(Saved entries)
- Opening Delimiter -

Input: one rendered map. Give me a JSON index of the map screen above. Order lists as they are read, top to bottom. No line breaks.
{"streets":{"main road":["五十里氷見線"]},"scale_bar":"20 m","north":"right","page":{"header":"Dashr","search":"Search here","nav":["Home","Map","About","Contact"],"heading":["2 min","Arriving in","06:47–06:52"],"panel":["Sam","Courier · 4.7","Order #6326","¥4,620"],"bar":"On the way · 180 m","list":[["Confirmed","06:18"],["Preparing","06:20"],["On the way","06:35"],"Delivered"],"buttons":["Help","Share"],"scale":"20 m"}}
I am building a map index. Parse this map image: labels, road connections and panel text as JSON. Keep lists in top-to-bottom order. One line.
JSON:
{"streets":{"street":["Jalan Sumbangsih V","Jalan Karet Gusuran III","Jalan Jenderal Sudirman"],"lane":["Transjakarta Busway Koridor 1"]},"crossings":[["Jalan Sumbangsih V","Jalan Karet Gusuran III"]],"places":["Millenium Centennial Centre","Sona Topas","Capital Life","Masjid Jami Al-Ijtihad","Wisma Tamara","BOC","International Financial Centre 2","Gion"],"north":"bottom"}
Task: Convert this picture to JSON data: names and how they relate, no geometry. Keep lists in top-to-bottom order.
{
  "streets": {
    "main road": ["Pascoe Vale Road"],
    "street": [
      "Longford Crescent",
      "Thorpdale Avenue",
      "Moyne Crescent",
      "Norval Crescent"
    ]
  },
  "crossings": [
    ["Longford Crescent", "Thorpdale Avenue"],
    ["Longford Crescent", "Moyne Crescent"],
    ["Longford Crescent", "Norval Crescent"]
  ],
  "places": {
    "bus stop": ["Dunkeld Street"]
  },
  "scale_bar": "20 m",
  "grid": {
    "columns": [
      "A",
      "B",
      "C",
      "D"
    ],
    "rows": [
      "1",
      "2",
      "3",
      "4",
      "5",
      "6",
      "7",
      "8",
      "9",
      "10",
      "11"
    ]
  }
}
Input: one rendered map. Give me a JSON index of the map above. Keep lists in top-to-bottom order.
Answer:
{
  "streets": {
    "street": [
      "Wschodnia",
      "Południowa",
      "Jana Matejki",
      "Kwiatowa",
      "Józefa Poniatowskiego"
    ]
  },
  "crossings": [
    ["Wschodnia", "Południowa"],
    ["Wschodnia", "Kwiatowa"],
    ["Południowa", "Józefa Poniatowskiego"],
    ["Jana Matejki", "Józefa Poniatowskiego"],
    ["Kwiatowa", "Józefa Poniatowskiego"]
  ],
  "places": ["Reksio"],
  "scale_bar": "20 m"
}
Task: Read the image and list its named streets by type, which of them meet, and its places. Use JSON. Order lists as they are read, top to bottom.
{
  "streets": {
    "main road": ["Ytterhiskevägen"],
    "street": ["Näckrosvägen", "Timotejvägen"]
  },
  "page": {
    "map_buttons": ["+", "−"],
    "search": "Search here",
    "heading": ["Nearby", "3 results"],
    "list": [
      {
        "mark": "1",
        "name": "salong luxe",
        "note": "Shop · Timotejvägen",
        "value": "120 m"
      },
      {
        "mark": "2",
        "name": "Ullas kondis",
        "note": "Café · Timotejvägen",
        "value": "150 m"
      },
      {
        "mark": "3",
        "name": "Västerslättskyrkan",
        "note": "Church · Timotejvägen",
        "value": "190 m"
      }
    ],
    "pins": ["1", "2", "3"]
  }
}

- Closing Delimiter -

- [ASSIGNMENT]:
Every record above is to be transcribed exactly as written.

- [ANSWER BOX]:
Input: one rendered map. Give me a JSON index of the map screen above. Order lists as they are read, top to bottom. No line breaks.
{"streets":{"main road":["五十里氷見線"]},"scale_bar":"20 m","north":"right","page":{"header":"Dashr","search":"Search here","nav":["Home","Map","About","Contact"],"heading":["2 min","Arriving in","06:47–06:52"],"panel":["Sam","Courier · 4.7","Order #6326","¥4,620"],"bar":"On the way · 180 m","list":[["Confirmed","06:18"],["Preparing","06:20"],["On the way","06:35"],"Delivered"],"buttons":["Help","Share"],"scale":"20 m"}}
I am building a map index. Parse this map image: labels, road connections and panel text as JSON. Keep lists in top-to-bottom order. One line.
JSON:
{"streets":{"street":["Jalan Sumbangsih V","Jalan Karet Gusuran III","Jalan Jenderal Sudirman"],"lane":["Transjakarta Busway Koridor 1"]},"crossings":[["Jalan Sumbangsih V","Jalan Karet Gusuran III"]],"places":["Millenium Centennial Centre","Sona Topas","Capital Life","Masjid Jami Al-Ijtihad","Wisma Tamara","BOC","International Financial Centre 2","Gion"],"north":"bottom"}
Task: Convert this picture to JSON data: names and how they relate, no geometry. Keep lists in top-to-bottom order.
{
  "streets": {
    "main road": ["Pascoe Vale Road"],
    "street": [
      "Longford Crescent",
      "Thorpdale Avenue",
      "Moyne Crescent",
      "Norval Crescent"
    ]
  },
  "crossings": [
    ["Longford Crescent", "Thorpdale Avenue"],
    ["Longford Crescent", "Moyne Crescent"],
    ["Longford Crescent", "Norval Crescent"]
  ],
  "places": {
    "bus stop": ["Dunkeld Street"]
  },
  "scale_bar": "20 m",
  "grid": {
    "columns": [
      "A",
      "B",
      "C",
      "D"
    ],
    "rows": [
      "1",
      "2",
      "3",
      "4",
      "5",
      "6",
      "7",
      "8",
      "9",
      "10",
      "11"
    ]
  }
}
Input: one rendered map. Give me a JSON index of the map above. Keep lists in top-to-bottom order.
Answer:
{
  "streets": {
    "street": [
      "Wschodnia",
      "Południowa",
      "Jana Matejki",
      "Kwiatowa",
      "Józefa Poniatowskiego"
    ]
  },
  "crossings": [
    ["Wschodnia", "Południowa"],
    ["Wschodnia", "Kwiatowa"],
    ["Południowa", "Józefa Poniatowskiego"],
    ["Jana Matejki", "Józefa Poniatowskiego"],
    ["Kwiatowa", "Józefa Poniatowskiego"]
  ],
  "places": ["Reksio"],
  "scale_bar": "20 m"
}
Task: Read the image and list its named streets by type, which of them meet, and its places. Use JSON. Order lists as they are read, top to bottom.
{
  "streets": {
    "main road": ["Ytterhiskevägen"],
    "street": ["Näckrosvägen", "Timotejvägen"]
  },
  "page": {
    "map_buttons": ["+", "−"],
    "search": "Search here",
    "heading": ["Nearby", "3 results"],
    "list": [
      {
        "mark": "1",
        "name": "salong luxe",
        "note": "Shop · Timotejvägen",
        "value": "120 m"
      },
      {
        "mark": "2",
        "name": "Ullas kondis",
        "note": "Café · Timotejvägen",
        "value": "150 m"
      },
      {
        "mark": "3",
        "name": "Västerslättskyrkan",
        "note": "Church · Timotejvägen",
        "value": "190 m"
      }
    ],
    "pins": ["1", "2", "3"]
  }
}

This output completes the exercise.